[WHAT NEEDS TO BE DONE]:
Extract all lines that hold "rows" from the records below.

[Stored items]
+--
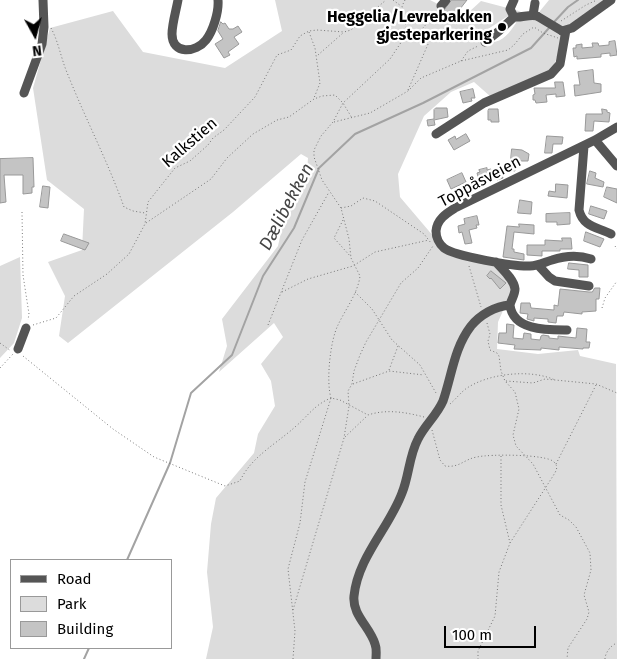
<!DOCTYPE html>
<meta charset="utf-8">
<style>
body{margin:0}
#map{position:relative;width:617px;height:659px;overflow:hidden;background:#fff;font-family:"Fira Sans",sans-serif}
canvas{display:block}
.legend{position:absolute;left:10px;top:559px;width:162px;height:90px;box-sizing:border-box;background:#fff;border:1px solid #999;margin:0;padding:6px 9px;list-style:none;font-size:15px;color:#000}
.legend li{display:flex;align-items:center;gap:10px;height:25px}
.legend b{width:25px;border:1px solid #999}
.north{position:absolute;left:10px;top:10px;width:50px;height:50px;-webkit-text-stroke:4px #fff;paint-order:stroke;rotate:173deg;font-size:14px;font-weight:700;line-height:20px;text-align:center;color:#000}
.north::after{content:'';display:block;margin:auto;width:18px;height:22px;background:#000;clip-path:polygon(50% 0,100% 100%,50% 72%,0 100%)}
.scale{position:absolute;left:444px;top:626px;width:92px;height:22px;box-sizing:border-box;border:2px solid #000;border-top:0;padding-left:6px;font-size:15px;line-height:18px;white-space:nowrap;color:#000;-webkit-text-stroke:4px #fff;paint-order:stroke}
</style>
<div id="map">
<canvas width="617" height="659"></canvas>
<ul class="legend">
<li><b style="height:6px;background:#555"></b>Road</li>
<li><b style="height:14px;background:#dcdcdc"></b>Park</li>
<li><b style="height:14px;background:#c4c4c4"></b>Building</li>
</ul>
<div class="north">N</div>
<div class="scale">100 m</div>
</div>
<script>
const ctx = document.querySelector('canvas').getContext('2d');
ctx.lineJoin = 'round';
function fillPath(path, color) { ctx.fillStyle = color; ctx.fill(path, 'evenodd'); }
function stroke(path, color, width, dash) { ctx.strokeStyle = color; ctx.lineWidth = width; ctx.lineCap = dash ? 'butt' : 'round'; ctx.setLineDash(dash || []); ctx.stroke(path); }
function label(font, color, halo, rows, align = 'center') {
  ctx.font = font + ' "Fira Sans",sans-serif'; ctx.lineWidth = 4.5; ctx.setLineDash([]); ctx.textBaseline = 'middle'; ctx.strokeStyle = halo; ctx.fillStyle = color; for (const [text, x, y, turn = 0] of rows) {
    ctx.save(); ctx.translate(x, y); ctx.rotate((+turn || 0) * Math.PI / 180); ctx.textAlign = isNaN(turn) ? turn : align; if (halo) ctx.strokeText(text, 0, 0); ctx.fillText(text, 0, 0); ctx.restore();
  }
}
const green = new Path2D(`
 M275,0h155l8,4 19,19 24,-22 38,10 17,9 4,-9 9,-11h58l-45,34 -4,20 -6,17 -61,26 -17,-15 -23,10 -27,24 -26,58 2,23 34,40 8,13 46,13 9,5 16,20 -15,34 -1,27 41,5 40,-4 2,6 36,8 1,295h-411l7,-32 -6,-55 4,-48 5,-26 38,-45 4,-19 17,-28 -4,-25 -10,-17 22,-27 -9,-14 -55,49 8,-26 -5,-27 56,-73 9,-41 20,-35 1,-12 -7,-4 -68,58 -165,131 -9,-7 6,-40 -17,-34 34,-12 2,-41 -37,-29 -14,-92 17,-60 63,-17 30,41 82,16 57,-37zM508,16l8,7c-7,10 -14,21 -28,19l-4,-6 1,-5z
 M20,257l2,61 -8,25 -14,15v-92z`);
const stream = new Path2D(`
 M554,22l14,-15 10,-7
 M127,560l43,-97 21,-70 41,-38 31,-79 31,-48 25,-60 36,-34 68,-31 108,-55 18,-20
 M84,659l5,-11`);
const building = new Path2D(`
 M452,0h15l-14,18 -9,-7z
 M221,22l2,2 2,-1 4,6h4l5,-3 4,6 -8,5 5,7 -11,8 2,3 -6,3 -9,-14 8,-5 -5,-8z
 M615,41l2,14 -7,1v-3l-9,1v3l-24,2v-3l-3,1 -1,-9h3v-3l6,-1v4l11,-1 -1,-4h6l1,3 10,-1v-3z
 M593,70l1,13 7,1v8l-26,4 -1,-11h6l-2,-13z
 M555,82h8l2,14 -9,1v-3l-10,1 1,7 -11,1 -1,-3h-2v-5l2,-1 -1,-6h21z
 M473,89l2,9h-4l1,3 -9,2 -3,-11z
 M436,108h11l1,9 -14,3 1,5 -7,1 -1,-6 7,-1v-9z
 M489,109h9l1,13h-8v-2h-3v-9z
 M602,109l5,1v2l3,1 -1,9 -15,-1 -1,10h-8l1,-17h16z
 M466,134l4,7 -16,9 -6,-10 7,-4 1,3z
 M547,136l16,1 -1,7h-9l-1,9h-7z
 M512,149l10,1 7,4 -1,7h-11l-2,10 -5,-1z
 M33,158l1,29h-2v6l-9,1v-19h-19l2,27 -6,1v-44z
 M487,168v2l4,-1 1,3h9l2,6 -6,2 -1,-3 -13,4v-2l-4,1 -2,-7 3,-1 -1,-2z
 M590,171l6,2 -1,5 9,4 -1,5 -16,-3z
 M462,173l4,9 -15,7 -4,-9z
 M556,184l12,1 -1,13 -19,-2 1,-5 6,1z
 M43,186l7,1 -2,21 -8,-1z
 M607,187l10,2v14l-13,-6z
 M520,200l12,2 -1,12 -13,-1z
 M591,206l16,5 -3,8 -15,-5z
 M570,213v11l-13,1v-3h-11v-8z
 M477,216l2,9h-3l1,3 -8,2 3,13 -7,1 -3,-12 -3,1 -1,-7 7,-2 -1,-5z
 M519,224l15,1v9l-20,-2 -2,17h2v3l10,2v6l-21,-3 4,-31 12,1z
 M586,232l18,7 -4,8 -16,-6z
 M64,234l25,9 -4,7 -24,-9z
 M562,238h9l1,11h-12v2h-18v5l-15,-1v-10h18v-5l17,1z
 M569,263l19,2v12h-9v-7l-11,-1z
 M491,271l15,12 -6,6 -9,-11 -1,1 -3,-3z
 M595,288h5l-1,11h-3v12l-14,1v2l-18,-2 -1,4h-6l-1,7 -8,-1v-3l-14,-1v3l-7,-2 1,-5 -8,-1 1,-10h9l1,5 23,2v-5l4,1 2,-17 29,3h3z
 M507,324l7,1 -1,13 10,1 1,-6 7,1v5l9,1 1,-4 2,-1 6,1v2l9,1v-3l18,2 1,-10 10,1 -1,13h4l-1,6h-6v1l-24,-2v3l-18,-2v2l-27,-1 1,-4 -17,-2 1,-10h7z`);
const path = new Path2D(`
 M393,0l8,6
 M405,0l-3,6 6,31
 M561,21l25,-16 11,-5
 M51,28c8,15 10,31 17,47 18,45 40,87 56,132l9,4 12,2
 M309,32l6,16 5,35 -6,15
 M318,55l25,-22
 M461,61l7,-10 10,-5
 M408,90l21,-48 -6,-12
 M334,122l36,-9 38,-22 13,-13 40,-17 47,-11 6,-5 9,-11 11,-7 9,6 15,5
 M341,208l10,-2 12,-8 12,3 49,33 7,9
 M22,212l1,63 6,39 -1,6
 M343,220l-9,18 17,19
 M146,223l65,-44 16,-21 26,-24 24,-14 12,-3 25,-18 8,-3 13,-1 8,8 9,15
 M615,246l2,3
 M469,266l12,41
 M282,292l26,-13 45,-13 22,-14 54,-12
 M355,292l17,17 20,31 28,25 16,28
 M602,308l3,-10 12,-17
 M487,323l3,11 -2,7 2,9 7,3 2,3 2,15 4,10 10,11 4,17 -6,26 3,11 17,18 27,51 9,5 7,7 14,26 1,17 -7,25 5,17 -2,7 -19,29 -1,11
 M33,325l23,-7 18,-22 33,-22 22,-20 16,-30 3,-22 27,-34 15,-7 18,-16 5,-7 11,-8 31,-33 22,-42 14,-5 9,-14 9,-5 8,-1 27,2 7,-2 35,-30
 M268,325l34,-85 27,-48
 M0,343l11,8
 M23,356l90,73 41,28 71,29 15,-5c11,-24 36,-37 55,-54 13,-11 19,-22 36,-29
 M0,368l13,-14
 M389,370l9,-24
 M506,381l27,2 12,-4 51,5 21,9
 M353,384l36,-13 35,4
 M450,404c6,-5 11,-12 17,-16 23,-15 64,-19 88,-8
 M424,417c-19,-5 -38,-8 -56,-2l-28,-15 -9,-2c-5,-16 -1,-57 7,-73 7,-15 20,-32 22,-49l-9,-18 -2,-19 -8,-31 -19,-28 -8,-23v-7l7,-14 12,-14 10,-19 47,-44 12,-18 20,-12 15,-17
 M432,430l8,30 5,6c15,2 19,-7 32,-9 12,-3 70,-3 77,5 5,5 2,9 -1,14l-43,67 -11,29 -4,44 -17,35v8
 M345,437l22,-21
 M501,456v49l9,38
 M556,464l40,-79
 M293,610l51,-172 5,-32 -1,-15 4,-7 2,-13 6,-16 6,-13 35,-59 17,-15 15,-22
 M293,659l2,-28 -7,-62 12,-46 5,-41 26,-84
 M605,659c0,-6 6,-14 12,-16`);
const minor = new Path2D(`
 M178,0c-2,11 -6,24 -6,34 0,21 24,19 34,6 7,-9 13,-28 12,-40
 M514,0l-4,9 4,8c8,1 15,-3 23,-1
 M441,6l5,-6
 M533,15l2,-12
 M562,31l10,-3 39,-28
 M485,42l14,-11 15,-14
 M24,93l18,-49 2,-17 -1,-27
 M436,134l48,-31 67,-29 9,-10 6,-34
 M595,140l22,26
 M584,146l-5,64c4,17 18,17 32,24
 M591,259c-12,-4 -27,-3 -39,1 -7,2 -14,6 -22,6 -14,1 -76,-10 -86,-18 -5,-4 -8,-11 -8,-17 1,-12 11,-18 19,-23l140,-68 22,-13
 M496,262c6,7 18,17 19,27 0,6 -4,11 -5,16 3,26 38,25 57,25
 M538,265l11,12 6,4 34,5
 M18,349l8,-21
 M376,659c0,-5 1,-10 -1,-15 -5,-17 -23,-29 -21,-48 4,-39 35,-68 48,-103 7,-17 7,-37 16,-54 7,-14 19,-24 25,-38 9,-26 11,-53 28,-75 9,-11 24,-20 39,-21`);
const minorBridge = new Path2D(`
 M537,16l25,15`);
const markers = [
 [502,27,5,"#000"]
];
const poiNames = [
 ["Heggelia/Levrebakken",492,18],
 ["gjesteparkering",492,36]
];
const streetNames = [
 ["Kalkstien",190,143,-41],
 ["Toppåsveien",480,182,-28]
];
const waterNames = [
 ["Dælibekken",287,207,-62]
];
fillPath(green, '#dcdcdc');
stroke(stream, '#a3a3a3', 2);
fillPath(building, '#c4c4c4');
stroke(building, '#999', 1);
stroke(path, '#777', 1, [1, 2.5]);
stroke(minor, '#555', 9);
stroke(minorBridge, '#555', 9);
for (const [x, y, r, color] of markers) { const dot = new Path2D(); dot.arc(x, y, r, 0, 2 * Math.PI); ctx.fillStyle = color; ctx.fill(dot); stroke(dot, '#fff', 2); }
label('bold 16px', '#000', '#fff', poiNames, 'right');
label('16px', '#000', '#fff', streetNames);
label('italic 18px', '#444', '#fff', waterNames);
</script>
+--
[SOLUTION TO THE PROBLEM]:
function label(font, color, halo, rows, align = 'center') {
  ctx.font = font + ' "Fira Sans",sans-serif'; ctx.lineWidth = 4.5; ctx.setLineDash([]); ctx.textBaseline = 'middle'; ctx.strokeStyle = halo; ctx.fillStyle = color; for (const [text, x, y, turn = 0] of rows) {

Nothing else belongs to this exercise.